*** Dataset records ***

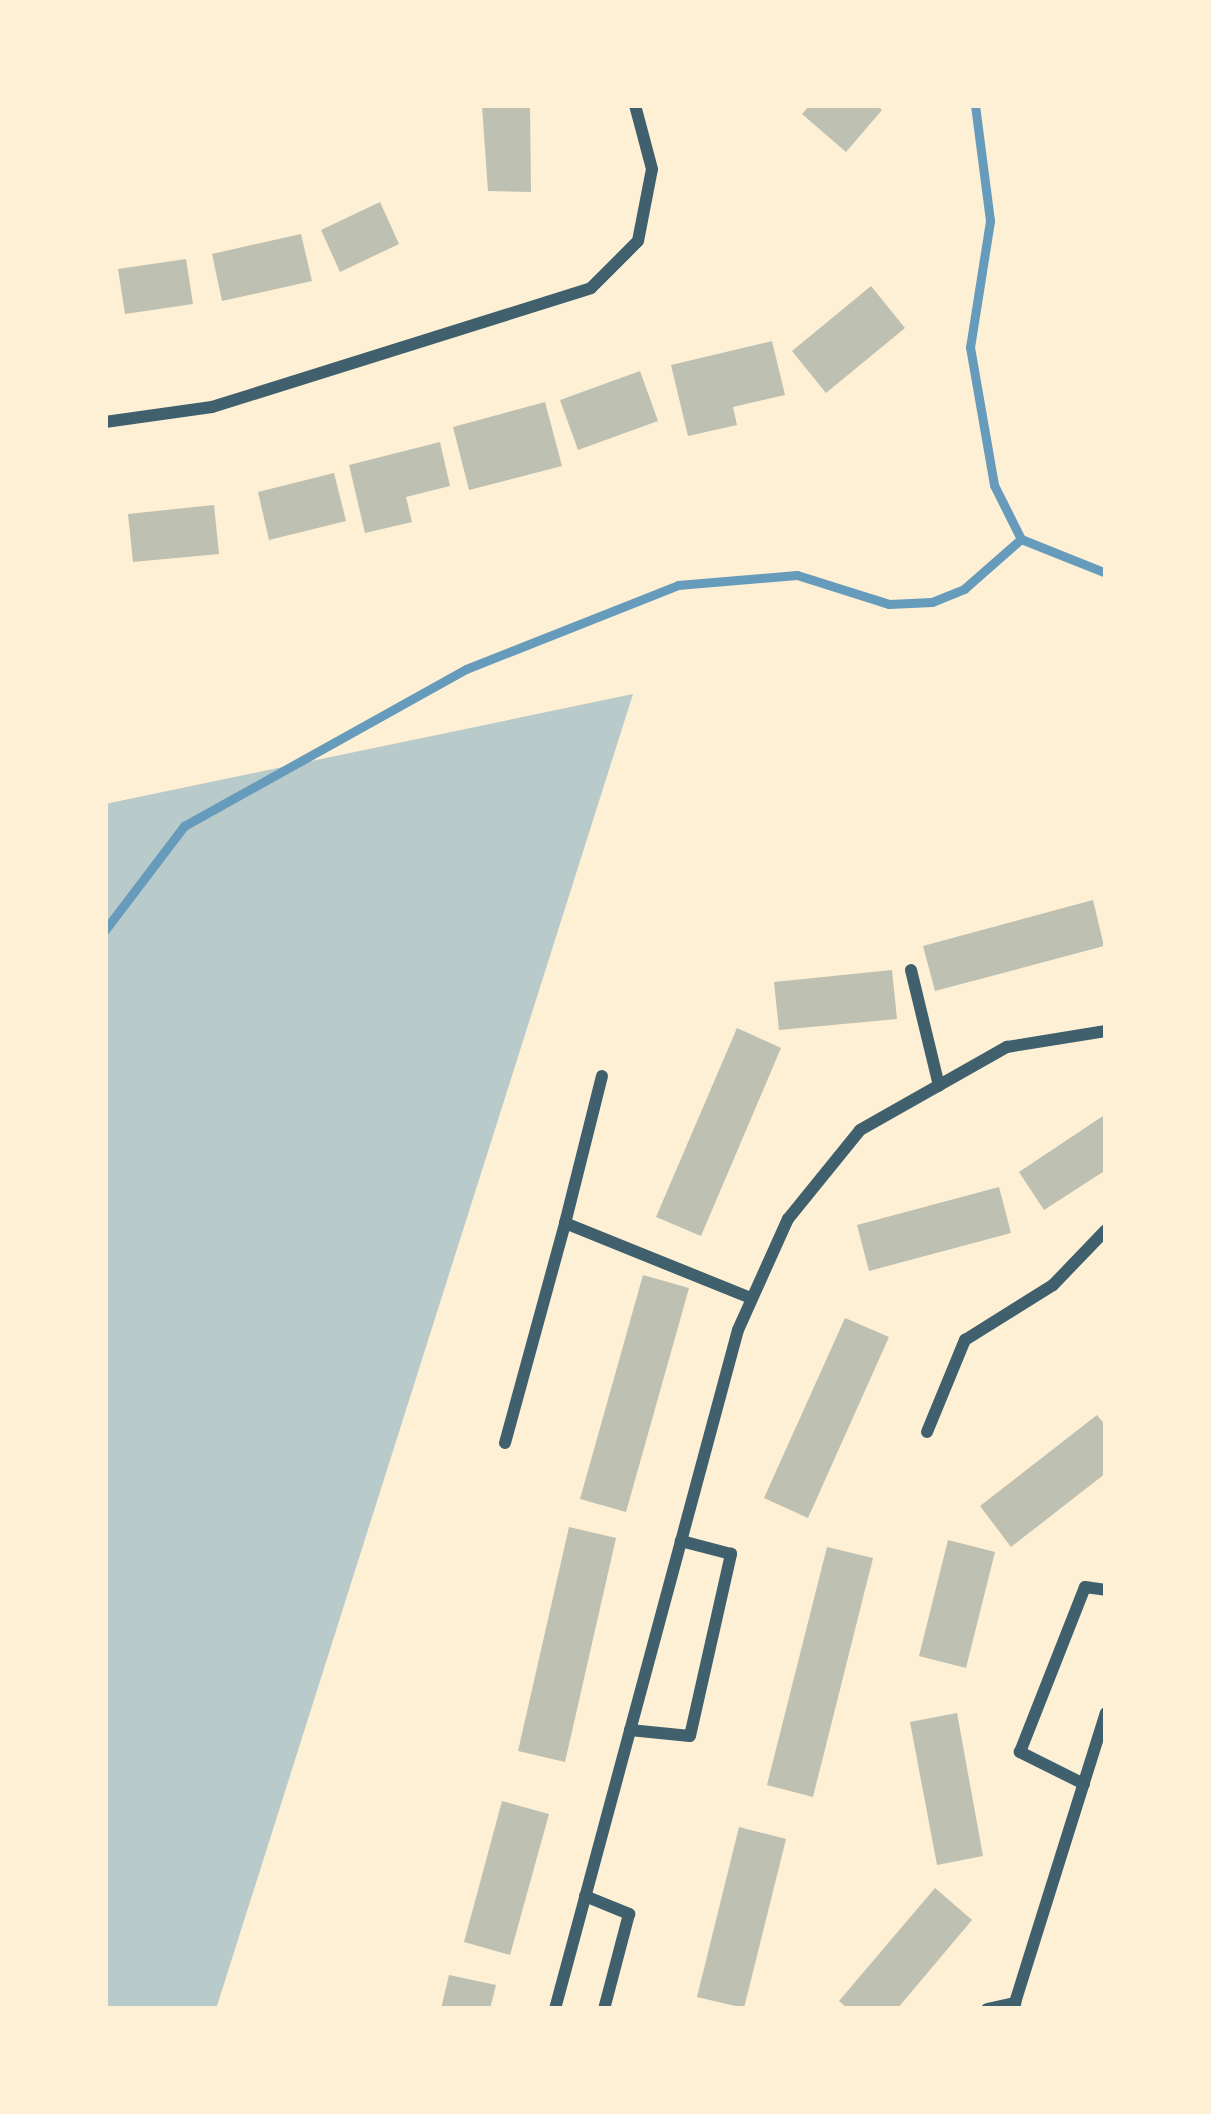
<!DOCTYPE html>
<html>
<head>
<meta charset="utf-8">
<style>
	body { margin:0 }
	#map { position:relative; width:1211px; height:2114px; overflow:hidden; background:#fdf0d5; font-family:"Archivo Narrow",sans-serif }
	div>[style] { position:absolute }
	.green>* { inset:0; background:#b9caca }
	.stream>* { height:9px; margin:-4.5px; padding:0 4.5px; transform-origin:4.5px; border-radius:4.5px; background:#669bbc }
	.building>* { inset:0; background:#bec0b2 }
	.minor>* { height:12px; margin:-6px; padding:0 6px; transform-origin:6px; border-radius:6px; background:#3f606c }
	span { translate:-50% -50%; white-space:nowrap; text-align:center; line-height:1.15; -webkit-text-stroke:9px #fdf0d5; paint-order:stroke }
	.frame { position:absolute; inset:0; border:108px solid #fdf0d5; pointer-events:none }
</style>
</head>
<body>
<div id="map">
	<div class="green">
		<i style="clip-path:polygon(633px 694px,216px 2009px,105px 2009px,105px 804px)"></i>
	</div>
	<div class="stream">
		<i style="left:975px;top:105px;width:117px;rotate:82.6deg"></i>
		<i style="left:990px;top:221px;width:128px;rotate:99deg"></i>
		<i style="left:970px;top:347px;width:140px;rotate:80.1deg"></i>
		<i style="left:994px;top:485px;width:60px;rotate:63.4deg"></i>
		<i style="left:1021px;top:539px;width:92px;rotate:21.8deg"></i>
		<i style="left:105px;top:930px;width:131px;rotate:-52.8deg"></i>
		<i style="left:184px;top:826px;width:323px;rotate:-29.1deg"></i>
		<i style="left:466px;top:669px;width:228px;rotate:-21.6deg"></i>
		<i style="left:678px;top:585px;width:119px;rotate:-4.8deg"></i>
		<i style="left:797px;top:575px;width:96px;rotate:17.5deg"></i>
		<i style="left:889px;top:604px;width:43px;rotate:-2.7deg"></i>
		<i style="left:932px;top:602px;width:35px;rotate:-22deg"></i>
		<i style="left:964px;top:589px;width:76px;rotate:-41.3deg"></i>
	</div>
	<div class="building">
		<i style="clip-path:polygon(810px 105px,876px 105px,882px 110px,846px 152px,802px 114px)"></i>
		<i style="clip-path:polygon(482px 106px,530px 106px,531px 192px,488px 191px)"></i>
		<i style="clip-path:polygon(380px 202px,399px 244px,340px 272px,321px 230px)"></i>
		<i style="clip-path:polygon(301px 234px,312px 281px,222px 301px,212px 254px)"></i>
		<i style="clip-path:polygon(186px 259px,193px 304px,125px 314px,118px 269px)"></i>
		<i style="clip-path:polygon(871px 286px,905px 328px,826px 393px,792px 351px)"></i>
		<i style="clip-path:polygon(772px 341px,785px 395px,733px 407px,737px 425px,688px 436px,671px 365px)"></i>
		<i style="clip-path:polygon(640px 371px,658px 421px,578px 450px,560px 400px)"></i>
		<i style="clip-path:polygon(545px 402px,562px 466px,469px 490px,453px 427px)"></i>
		<i style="clip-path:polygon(440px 442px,450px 486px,406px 497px,412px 522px,365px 533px,349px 465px)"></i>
		<i style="clip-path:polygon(334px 473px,346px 521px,269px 540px,258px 492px)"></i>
		<i style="clip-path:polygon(214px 505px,219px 554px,133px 562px,128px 514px)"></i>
		<i style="clip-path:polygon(1093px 900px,1104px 946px,935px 991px,923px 946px)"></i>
		<i style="clip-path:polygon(892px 970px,897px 1019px,779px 1030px,774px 982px)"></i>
		<i style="clip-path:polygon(737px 1028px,781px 1048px,701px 1236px,656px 1217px)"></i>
		<i style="clip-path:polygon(1106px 1114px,1106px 1170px,1044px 1210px,1019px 1172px)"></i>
		<i style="clip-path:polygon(999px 1187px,1011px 1233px,869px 1271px,857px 1225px)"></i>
		<i style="clip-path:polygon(643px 1275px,689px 1288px,626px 1512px,580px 1499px)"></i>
		<i style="clip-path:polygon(845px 1318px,889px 1337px,808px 1518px,764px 1498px)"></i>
		<i style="clip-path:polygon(1097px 1415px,1106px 1426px,1106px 1473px,1011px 1547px,980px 1506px)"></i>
		<i style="clip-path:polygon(569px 1527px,616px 1538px,565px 1762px,518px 1751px)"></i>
		<i style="clip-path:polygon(948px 1540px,995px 1552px,966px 1668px,919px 1656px)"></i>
		<i style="clip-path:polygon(827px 1547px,873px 1558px,813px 1797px,767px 1785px)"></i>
		<i style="clip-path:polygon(957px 1713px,983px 1856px,937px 1865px,910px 1722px)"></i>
		<i style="clip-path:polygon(502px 1801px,549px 1814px,510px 1955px,464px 1942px)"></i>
		<i style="clip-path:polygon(739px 1827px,786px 1839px,744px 2008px,697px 1997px)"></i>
		<i style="clip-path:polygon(935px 1888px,972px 1920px,897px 2009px,848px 2009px,839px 2001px)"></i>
		<i style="clip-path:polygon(449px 1975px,496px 1985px,490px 2009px,441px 2009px)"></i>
	</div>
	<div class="minor">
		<i style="left:105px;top:422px;width:108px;rotate:-8deg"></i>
		<i style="left:212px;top:407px;width:397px;rotate:-17.4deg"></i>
		<i style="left:591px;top:288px;width:66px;rotate:-45deg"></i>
		<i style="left:638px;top:241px;width:73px;rotate:-79deg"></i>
		<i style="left:652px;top:169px;width:66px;rotate:-104.9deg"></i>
		<i style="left:911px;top:970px;width:119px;rotate:76.4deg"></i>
		<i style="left:602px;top:1076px;width:152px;rotate:104.1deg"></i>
		<i style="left:565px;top:1223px;width:201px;rotate:22deg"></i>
		<i style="left:927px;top:1432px;width:100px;rotate:-67.6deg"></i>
		<i style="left:965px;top:1340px;width:104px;rotate:-32deg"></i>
		<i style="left:1053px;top:1285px;width:76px;rotate:-46.1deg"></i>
		<i style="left:505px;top:1443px;width:228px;rotate:-74.7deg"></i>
		<i style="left:630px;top:1730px;width:60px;rotate:5.7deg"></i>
		<i style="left:690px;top:1736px;width:187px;rotate:-77.3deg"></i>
		<i style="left:731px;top:1554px;width:52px;rotate:-165.4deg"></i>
		<i style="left:1084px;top:1784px;width:72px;rotate:-153.4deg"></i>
		<i style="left:1020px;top:1752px;width:177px;rotate:-68.5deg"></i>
		<i style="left:1085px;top:1587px;width:21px;rotate:8deg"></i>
		<i style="left:585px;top:1896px;width:48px;rotate:22.2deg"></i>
		<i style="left:629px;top:1914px;width:98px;rotate:104.7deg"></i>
		<i style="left:555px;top:2009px;width:703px;rotate:-74.92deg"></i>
		<i style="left:738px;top:1330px;width:122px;rotate:-65.8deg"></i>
		<i style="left:788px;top:1219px;width:114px;rotate:-51deg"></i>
		<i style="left:860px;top:1130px;width:169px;rotate:-29.5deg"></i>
		<i style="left:1007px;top:1047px;width:100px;rotate:-9.2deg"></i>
		<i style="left:987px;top:2009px;width:29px;rotate:-12deg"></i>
		<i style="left:1013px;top:2009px;width:310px;rotate:-72.6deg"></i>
	</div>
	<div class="frame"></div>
</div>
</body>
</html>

***

_Task details_.
Copy here each line of the preceding records with "stream" in it.

_Response to the task_.
	.stream>* { height:9px; margin:-4.5px; padding:0 4.5px; transform-origin:4.5px; border-radius:4.5px; background:#669bbc }
	<div class="stream">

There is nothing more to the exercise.